Fed raises interest rate on emergency loans to banks

By Neil Irwin
Friday, February 19, 2010

The Federal Reserve on Thursday took another step toward winding down its expansive efforts to prop up the financial system, raising the interest rate that banks must pay to take out emergency loans.

Banks that need emergency funds through the Fed's "discount window" will now have to pay 0.75 percent, not the 0.5 percent they have been paying. But that higher rate probably won't mean higher borrowing costs for ordinary households and businesses, and the move does not represent an effort by the Fed to drain the money supply. That would be done by raising the federal funds rate, traditionally the Fed's main tool for managing the economy, above its current level near zero, or by raising the rate it pays on bank reserves, now 0.25 percent.

But Thursday's step was part of an effort to withdraw the Fed's extraordinary support for the financial system, even as it leaves in place ultra-low interest rates to support the economy more broadly. In 2007 and 2008, the central bank took a string of unconventional steps to try to keep money flowing as banks were suffering a cash crunch and unwilling to lend money to one another.

Financial system healing

Now, though the broader economy is still suffering, the financial system has been healing. On Feb. 1, the Fed closed down programs to support short-term business lending and offer emergency loans to investment banks, and it will end purchases to prop up the mortgage market on March 31.

"This move is part of the removal of unconventional measures and should not be seen as a signal of a change in the Fed's monetary policy stance," said Bruce Kasman, chief economist at J.P. Morgan Chase.

The Fed also shortened the terms of discount-window emergency loans to banks and said it would wind down the Term Auction Facility, which pumps money into banks, on March 8.

The Fed went to considerable lengths to stress that its actions do not indicate an effort to slow down the pace of economic growth.

"With these changes, we expect that banks will use private sources for normal funding," turning to the Fed only as a backup source of funding, said Fed Governor Elizabeth Duke in a speech Thursday night. "I'd emphasize that the changes . . . represent further normalization of the Federal Reserve's lending facilities; they do not signal any change in the outlook for monetary policy and are not expected to lead to tighter financial conditions for households and businesses."

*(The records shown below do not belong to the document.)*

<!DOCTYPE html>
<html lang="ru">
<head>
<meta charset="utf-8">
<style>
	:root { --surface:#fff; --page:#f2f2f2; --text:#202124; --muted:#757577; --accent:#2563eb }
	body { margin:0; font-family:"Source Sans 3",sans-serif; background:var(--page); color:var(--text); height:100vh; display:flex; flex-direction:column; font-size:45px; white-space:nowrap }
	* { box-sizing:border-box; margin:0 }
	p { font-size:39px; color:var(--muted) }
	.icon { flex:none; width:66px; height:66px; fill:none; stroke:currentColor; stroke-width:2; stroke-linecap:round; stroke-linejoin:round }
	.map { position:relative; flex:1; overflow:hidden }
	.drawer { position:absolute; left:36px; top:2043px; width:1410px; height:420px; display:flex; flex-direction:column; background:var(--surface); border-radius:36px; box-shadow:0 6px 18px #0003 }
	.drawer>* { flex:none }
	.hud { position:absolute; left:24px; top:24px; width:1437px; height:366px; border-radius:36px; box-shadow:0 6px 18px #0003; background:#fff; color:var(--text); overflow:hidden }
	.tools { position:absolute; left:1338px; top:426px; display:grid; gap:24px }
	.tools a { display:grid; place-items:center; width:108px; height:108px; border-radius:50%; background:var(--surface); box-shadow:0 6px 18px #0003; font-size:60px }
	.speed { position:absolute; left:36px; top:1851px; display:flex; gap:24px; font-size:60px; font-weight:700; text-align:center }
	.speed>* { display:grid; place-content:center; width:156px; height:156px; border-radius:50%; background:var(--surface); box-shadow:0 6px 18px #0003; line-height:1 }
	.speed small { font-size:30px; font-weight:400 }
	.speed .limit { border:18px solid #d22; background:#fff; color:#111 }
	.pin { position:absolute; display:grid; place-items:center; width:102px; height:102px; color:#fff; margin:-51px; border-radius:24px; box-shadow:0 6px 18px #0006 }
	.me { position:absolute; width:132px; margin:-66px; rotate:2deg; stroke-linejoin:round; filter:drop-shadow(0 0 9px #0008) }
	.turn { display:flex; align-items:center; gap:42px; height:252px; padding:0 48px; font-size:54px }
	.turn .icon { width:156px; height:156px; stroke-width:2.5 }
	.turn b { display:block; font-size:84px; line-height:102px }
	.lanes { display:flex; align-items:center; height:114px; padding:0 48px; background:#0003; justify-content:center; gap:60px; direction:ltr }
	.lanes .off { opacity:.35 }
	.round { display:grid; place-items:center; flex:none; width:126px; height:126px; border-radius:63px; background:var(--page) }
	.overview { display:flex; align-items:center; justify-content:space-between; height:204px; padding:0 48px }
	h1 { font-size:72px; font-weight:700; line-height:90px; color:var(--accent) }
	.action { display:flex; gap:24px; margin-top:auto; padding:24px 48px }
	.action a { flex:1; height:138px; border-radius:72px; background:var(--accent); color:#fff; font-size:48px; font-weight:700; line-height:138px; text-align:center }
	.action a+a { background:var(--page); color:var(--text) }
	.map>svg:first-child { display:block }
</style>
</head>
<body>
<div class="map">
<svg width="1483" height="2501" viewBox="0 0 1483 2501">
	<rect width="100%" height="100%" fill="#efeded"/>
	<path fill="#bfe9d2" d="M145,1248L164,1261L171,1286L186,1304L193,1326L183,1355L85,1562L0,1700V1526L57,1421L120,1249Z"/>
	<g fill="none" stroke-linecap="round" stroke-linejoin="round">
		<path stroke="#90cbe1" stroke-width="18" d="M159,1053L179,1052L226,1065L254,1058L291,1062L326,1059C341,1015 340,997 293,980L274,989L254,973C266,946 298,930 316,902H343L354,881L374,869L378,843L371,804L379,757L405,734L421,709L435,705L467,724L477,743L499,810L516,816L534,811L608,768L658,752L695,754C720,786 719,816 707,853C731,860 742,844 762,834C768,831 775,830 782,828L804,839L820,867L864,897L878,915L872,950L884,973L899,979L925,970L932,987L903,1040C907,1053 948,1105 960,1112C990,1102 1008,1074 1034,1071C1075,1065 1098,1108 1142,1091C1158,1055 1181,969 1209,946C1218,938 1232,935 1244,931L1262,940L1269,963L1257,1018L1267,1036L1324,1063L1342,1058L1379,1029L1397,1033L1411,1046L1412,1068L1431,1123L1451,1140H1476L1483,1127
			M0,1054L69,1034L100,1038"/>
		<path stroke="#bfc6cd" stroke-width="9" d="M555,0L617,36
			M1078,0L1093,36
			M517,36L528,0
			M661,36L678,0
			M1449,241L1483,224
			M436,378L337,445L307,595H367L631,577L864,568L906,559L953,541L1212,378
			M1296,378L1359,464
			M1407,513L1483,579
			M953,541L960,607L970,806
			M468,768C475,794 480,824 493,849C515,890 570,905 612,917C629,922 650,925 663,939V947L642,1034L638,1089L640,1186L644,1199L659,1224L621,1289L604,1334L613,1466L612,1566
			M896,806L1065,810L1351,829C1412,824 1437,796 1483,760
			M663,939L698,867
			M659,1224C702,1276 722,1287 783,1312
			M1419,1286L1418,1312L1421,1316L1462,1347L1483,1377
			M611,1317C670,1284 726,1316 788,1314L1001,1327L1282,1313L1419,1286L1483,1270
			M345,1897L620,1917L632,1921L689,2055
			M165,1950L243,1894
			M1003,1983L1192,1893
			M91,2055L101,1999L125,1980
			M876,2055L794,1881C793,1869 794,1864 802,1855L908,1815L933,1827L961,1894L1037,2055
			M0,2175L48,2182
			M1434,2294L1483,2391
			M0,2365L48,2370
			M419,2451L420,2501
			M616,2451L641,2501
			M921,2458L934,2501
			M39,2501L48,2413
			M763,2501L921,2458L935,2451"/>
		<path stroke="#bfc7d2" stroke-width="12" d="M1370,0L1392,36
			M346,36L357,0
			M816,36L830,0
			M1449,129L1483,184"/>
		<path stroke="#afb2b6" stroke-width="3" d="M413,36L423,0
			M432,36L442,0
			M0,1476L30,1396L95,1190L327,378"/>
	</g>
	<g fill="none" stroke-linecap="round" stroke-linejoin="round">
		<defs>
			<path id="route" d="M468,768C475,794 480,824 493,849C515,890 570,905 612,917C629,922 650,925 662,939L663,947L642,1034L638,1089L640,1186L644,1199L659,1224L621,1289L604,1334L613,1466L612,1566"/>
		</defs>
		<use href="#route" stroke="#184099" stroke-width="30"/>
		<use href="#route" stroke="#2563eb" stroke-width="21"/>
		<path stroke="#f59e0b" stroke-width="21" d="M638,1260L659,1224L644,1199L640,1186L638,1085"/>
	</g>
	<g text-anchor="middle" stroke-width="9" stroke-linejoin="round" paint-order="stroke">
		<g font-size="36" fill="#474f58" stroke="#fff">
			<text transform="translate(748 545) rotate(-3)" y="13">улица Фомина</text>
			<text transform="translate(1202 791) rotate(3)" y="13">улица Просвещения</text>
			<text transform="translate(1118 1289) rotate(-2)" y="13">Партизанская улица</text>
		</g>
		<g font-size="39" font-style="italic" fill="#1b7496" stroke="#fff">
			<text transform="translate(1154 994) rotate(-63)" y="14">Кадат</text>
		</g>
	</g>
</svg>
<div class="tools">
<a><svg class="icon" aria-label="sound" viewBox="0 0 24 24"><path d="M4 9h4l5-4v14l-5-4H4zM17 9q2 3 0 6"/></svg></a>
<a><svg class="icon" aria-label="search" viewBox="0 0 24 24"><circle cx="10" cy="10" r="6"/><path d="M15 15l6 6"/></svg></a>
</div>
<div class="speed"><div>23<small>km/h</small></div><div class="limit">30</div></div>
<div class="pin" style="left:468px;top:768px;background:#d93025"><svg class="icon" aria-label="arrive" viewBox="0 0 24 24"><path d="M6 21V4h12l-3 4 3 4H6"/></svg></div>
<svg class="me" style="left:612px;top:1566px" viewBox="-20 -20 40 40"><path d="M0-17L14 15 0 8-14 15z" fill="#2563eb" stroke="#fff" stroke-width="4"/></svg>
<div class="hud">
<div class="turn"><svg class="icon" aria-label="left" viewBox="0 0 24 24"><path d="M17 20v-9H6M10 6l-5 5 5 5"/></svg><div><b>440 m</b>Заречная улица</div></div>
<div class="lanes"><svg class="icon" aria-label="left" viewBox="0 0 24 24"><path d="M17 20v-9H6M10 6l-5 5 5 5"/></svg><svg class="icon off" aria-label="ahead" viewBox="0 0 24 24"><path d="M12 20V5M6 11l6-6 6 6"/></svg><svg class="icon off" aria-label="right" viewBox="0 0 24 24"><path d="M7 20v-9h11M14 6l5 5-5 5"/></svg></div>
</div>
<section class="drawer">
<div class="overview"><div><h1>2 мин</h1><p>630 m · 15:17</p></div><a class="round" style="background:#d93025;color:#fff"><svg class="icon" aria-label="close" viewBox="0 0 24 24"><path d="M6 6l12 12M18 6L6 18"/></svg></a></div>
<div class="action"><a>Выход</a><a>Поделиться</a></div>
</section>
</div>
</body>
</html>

Before the financial crisis in 2007, the Fed's discount rate was a full percentage point above the federal funds rate, a gap that indicated the penalty banks had to pay for getting access to emergency funds. As financial markets froze in August 2007, the first major step the Fed took to address the crisis was to narrow the gap between the two rates, a step intended to push money into the financial system. But at that time, the Fed did not cut the federal funds rate because the economy still seemed to be in fine shape.

Now, the situation has reversed. The economy is still weak, and Fed leaders expect unemployment to remain high for some time, so they are keeping the federal funds rate near zero. But the financial crisis has ended, so they want banks and other financial institutions to get back to their normal practices, which includes paying a higher premium for emergency loans.

The Fed will probably widen the gap over time, ultimately getting back to a full percentage point spread. The Fed said in a statement that it "will assess over time whether further increases in the spread are appropriate."

Underscoring the continued weakness in the economy, the pace of job losses rose last week, according to new data released Thursday, and wholesale prices spiked. Although most indicators show that the economy continued to expand at the beginning of 2010, the latest readings show undercurrents of both continued weakness in the job market and a rise in fuel prices that could drain Americans' wallets.

Wholesale prices jump

The producer price index rose a surprising 1.4 percent in January, the Labor Department said, primarily due to higher energy prices. Core inflation, which excludes volatile food and energy prices, rose 0.3 percent, driven by a 1.3 percent rise in pharmaceutical prices.

Economists generally view inflation as little threat in the near future, but that view could change if the latest producer price reading turns into a broader trend of rising prices. Such a situation would put the Fed in a difficult situation. The central bank's leaders have said they intend to leave their target interest rate "extremely low" for an "extended period," but sharply rising prices would limit their ability to follow through on that intention.

Still, analysts expect the January rises to reverse in February, based on prices in commodity markets for energy and metals.

"Producer prices jumped in January in response to unusual seasonal pressures on crude oil and natural gas prices, pressure that will dissipate in February," said Brian Bethune, chief financial economist at IHS Global Insight.

Also Thursday, the Labor Department said that 473,000 people filed new claims for unemployment insurance benefits last week, up from 442,000 the previous week. That is a worrisome sign that the job market might not be improving at the pace forecasters hope.

The February employment situation will remain murky for some time, though, as extreme snowstorms in the Northeast and parts of the South and Midwest could cause a burst of temporary joblessness -- construction workers who weren't able to come to work, for example, or retail clerks whose employer shut down for several days.